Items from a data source
-.-.-
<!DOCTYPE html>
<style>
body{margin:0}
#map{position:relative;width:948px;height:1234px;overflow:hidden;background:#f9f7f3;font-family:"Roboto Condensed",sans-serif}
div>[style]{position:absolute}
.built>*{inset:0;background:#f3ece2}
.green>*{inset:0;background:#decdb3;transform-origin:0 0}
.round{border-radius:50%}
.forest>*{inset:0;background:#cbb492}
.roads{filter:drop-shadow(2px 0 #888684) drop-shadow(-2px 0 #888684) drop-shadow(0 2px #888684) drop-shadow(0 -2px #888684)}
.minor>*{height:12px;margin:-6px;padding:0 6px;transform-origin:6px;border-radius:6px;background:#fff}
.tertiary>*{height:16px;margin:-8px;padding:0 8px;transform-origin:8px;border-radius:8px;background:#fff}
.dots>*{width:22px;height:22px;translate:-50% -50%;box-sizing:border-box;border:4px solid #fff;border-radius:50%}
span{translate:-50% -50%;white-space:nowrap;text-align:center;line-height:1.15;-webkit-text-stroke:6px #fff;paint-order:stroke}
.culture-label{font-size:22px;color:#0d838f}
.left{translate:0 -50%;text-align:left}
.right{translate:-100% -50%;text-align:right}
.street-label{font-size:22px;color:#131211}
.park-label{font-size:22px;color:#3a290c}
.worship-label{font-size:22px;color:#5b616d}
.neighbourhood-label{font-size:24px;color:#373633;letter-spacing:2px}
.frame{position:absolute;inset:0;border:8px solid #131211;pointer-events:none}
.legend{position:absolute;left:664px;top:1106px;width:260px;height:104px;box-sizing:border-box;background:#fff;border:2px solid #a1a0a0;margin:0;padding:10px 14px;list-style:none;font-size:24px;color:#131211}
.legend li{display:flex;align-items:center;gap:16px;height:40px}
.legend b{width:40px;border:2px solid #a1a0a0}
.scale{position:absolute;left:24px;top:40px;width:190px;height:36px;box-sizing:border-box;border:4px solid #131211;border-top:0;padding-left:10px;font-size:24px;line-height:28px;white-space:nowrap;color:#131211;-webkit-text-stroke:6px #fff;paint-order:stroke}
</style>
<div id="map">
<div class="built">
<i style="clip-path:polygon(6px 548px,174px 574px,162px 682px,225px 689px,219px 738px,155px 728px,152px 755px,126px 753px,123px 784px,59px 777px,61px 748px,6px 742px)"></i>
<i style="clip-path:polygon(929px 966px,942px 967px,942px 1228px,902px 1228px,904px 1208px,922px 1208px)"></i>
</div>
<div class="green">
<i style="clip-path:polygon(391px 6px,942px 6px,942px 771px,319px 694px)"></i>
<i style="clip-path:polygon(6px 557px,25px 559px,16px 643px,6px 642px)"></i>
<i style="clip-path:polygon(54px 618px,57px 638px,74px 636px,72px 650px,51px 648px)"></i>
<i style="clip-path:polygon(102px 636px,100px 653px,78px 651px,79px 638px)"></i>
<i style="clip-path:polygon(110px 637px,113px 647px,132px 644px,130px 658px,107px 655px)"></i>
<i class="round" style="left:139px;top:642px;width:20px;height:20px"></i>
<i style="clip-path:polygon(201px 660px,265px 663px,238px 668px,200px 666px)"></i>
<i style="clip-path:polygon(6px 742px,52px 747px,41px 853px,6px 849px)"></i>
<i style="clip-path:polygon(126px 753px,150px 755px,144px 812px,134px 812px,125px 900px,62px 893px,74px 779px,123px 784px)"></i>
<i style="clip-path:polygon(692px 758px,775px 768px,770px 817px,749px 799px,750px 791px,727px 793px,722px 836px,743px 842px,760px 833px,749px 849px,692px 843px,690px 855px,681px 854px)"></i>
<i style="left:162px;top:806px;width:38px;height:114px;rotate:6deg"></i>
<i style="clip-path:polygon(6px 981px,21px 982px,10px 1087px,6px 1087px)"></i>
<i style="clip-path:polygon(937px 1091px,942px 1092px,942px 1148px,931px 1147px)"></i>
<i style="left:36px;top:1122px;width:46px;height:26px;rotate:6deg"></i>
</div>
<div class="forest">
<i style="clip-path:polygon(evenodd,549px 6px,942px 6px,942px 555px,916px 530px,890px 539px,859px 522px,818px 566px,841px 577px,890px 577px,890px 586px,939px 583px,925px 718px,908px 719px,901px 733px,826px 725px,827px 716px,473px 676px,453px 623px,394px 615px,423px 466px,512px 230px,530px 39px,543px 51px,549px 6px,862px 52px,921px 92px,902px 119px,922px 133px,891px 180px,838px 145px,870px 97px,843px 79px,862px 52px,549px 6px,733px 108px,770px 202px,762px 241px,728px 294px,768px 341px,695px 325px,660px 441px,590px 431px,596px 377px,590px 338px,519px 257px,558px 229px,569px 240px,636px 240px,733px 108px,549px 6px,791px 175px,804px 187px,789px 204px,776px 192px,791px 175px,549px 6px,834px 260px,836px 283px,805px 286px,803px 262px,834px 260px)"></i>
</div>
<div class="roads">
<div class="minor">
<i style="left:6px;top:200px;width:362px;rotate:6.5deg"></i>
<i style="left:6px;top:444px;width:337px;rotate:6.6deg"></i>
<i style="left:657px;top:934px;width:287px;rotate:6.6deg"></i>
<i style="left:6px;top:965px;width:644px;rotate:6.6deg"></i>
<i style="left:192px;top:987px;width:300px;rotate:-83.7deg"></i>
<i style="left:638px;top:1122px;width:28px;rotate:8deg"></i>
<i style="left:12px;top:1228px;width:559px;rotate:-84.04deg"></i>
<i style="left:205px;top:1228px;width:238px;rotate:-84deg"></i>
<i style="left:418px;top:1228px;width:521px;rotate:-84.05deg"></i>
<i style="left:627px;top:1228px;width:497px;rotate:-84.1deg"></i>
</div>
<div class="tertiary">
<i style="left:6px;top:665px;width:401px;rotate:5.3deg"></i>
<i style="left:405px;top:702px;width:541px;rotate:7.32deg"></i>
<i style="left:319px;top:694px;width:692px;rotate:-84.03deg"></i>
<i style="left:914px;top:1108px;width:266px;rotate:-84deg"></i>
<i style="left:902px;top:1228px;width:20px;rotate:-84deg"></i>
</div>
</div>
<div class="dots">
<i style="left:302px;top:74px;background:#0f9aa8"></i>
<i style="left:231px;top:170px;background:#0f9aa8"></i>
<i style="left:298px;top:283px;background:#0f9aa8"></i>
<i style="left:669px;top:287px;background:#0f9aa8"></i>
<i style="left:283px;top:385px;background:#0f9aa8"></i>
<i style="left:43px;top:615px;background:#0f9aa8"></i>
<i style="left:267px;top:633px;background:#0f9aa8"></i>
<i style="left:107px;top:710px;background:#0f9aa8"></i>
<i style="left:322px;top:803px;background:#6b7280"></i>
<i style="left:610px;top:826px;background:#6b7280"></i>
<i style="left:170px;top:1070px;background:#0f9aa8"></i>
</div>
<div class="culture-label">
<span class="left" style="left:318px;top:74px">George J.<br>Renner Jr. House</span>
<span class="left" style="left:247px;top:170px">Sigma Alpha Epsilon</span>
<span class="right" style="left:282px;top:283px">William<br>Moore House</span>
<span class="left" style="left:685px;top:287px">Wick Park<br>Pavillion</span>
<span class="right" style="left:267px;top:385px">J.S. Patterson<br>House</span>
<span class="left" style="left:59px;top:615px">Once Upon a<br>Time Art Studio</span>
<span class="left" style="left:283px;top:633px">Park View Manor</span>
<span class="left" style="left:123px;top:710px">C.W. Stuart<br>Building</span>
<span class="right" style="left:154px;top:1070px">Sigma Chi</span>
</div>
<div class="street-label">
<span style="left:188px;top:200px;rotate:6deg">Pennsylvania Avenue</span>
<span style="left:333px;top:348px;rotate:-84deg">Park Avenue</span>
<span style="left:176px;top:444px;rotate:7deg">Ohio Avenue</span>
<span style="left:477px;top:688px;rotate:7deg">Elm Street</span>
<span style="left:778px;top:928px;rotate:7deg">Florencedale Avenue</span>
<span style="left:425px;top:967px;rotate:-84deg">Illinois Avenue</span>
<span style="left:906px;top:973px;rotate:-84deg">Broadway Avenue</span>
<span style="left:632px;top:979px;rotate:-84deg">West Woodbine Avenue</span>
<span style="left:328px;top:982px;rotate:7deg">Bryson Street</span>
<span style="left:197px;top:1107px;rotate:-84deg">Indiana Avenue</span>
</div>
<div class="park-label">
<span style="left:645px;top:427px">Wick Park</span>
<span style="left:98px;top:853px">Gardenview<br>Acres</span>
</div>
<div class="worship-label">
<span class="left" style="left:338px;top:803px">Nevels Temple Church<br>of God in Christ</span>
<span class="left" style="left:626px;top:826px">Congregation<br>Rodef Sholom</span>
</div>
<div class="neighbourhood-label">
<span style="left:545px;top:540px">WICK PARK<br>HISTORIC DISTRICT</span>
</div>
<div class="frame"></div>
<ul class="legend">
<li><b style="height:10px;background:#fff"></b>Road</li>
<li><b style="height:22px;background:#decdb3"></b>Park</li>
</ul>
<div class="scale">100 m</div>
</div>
-.-.-
Assignment: Exactly as written, please transcribe the lines from the start of the records above to the line that holds "0 #888684) drop-shadow(-2px", both ends included.

Response area:
<!DOCTYPE html>
<style>
body{margin:0}
#map{position:relative;width:948px;height:1234px;overflow:hidden;background:#f9f7f3;font-family:"Roboto Condensed",sans-serif}
div>[style]{position:absolute}
.built>*{inset:0;background:#f3ece2}
.green>*{inset:0;background:#decdb3;transform-origin:0 0}
.round{border-radius:50%}
.forest>*{inset:0;background:#cbb492}
.roads{filter:drop-shadow(2px 0 #888684) drop-shadow(-2px 0 #888684) drop-shadow(0 2px #888684) drop-shadow(0 -2px #888684)}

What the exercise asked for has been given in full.